To: maceng2 who wrote (46724)8/16/2012 6:17:06 AM
From: elmatador4 Recommendations  Read Replies (2) | Respond to of 71477
 
The cult of equity is dying. Letting money do the hard work instead of working hard for the money was an historical inevitability it seemed.

This long-term history of inflation adjusted returns from stocks shows a persistent but recently fading 6.6% real return (known as the Siegel constant) since 1912 that Generations X and Y perhaps should study more closely. .

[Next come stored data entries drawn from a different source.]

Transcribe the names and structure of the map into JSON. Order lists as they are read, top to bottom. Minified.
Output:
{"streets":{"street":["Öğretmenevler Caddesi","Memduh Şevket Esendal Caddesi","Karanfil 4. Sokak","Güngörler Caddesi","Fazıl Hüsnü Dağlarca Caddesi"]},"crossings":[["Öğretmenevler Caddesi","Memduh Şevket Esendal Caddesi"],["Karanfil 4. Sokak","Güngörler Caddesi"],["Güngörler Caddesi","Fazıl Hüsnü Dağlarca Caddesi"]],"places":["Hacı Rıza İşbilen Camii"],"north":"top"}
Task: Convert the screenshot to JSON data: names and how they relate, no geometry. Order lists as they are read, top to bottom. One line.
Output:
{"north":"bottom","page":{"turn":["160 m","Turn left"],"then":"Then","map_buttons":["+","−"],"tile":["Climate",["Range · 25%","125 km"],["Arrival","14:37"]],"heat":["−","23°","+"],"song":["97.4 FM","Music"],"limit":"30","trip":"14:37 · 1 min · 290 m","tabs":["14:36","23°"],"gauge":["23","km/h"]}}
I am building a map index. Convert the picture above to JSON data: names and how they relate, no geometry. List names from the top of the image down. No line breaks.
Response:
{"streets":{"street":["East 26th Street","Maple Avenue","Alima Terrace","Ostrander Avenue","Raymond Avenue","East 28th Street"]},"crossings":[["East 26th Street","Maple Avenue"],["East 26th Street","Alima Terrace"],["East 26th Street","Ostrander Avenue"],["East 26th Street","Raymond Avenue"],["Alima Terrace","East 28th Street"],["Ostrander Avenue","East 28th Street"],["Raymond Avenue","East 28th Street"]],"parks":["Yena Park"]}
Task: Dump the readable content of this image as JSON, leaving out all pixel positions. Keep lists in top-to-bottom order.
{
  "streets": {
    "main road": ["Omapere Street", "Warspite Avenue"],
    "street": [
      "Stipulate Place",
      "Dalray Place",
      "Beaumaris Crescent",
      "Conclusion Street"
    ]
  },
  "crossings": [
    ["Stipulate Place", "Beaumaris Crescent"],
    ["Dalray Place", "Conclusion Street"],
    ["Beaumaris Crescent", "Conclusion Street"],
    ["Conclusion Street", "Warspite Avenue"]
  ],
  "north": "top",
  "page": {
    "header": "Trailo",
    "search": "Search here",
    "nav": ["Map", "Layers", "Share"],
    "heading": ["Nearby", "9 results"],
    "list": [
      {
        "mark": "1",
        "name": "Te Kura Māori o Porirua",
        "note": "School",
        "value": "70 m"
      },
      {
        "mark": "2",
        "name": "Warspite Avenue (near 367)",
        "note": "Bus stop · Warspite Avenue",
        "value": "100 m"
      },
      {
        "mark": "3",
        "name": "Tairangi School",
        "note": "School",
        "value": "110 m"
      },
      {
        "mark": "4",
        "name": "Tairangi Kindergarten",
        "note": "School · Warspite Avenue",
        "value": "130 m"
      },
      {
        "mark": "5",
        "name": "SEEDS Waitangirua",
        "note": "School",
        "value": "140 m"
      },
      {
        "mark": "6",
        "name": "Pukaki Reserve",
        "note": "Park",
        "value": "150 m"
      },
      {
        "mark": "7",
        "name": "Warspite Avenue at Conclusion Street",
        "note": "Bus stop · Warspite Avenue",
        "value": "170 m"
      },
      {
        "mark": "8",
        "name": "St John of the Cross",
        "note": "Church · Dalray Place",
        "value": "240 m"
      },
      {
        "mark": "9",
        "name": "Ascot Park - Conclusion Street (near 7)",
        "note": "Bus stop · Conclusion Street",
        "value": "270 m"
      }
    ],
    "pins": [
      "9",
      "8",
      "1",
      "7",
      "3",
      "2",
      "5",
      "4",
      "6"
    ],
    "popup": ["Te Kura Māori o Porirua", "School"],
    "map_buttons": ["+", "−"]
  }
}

Yet the 6.6% real return belied a commonsensical flaw much like that of a chain letter or yes – a Ponzi scheme. If wealth or real GDP was only being created at an annual rate of 3.5% over the same period of time, then somehow stockholders must be skimming 3% off the top each and every year. If an economy’s GDP could only provide 3.5% more goods and services per year, then how could one segment (stockholders) so consistently profit at the expense of the others (lenders, laborers and government)? The commonsensical “illogic” of such an arrangement when carried forward another century to 2112 seems obvious as well. If stocks continue to appreciate at a 3% higher rate than the economy itself, then stockholders will command not only a disproportionate share of wealth but nearly all of the money in the world! Owners of “shares” using the rather simple “rule of 72” would double their advantage every 24 years and in another century’s time would have 16 times as much as the sceptics who decided to skip class and play hooky from the stock market.
The Siegel constant of 6.6% real appreciation, therefore, is an historical freak, a mutation likely never to be seen again as far as we mortals are concerned.

The commonsensical conclusion is clear: If financial assets no longer work for you at a rate far and above the rate of true wealth creation, then you must work longer for your money, suffer a haircut on your existing holdings and entitlements, or both.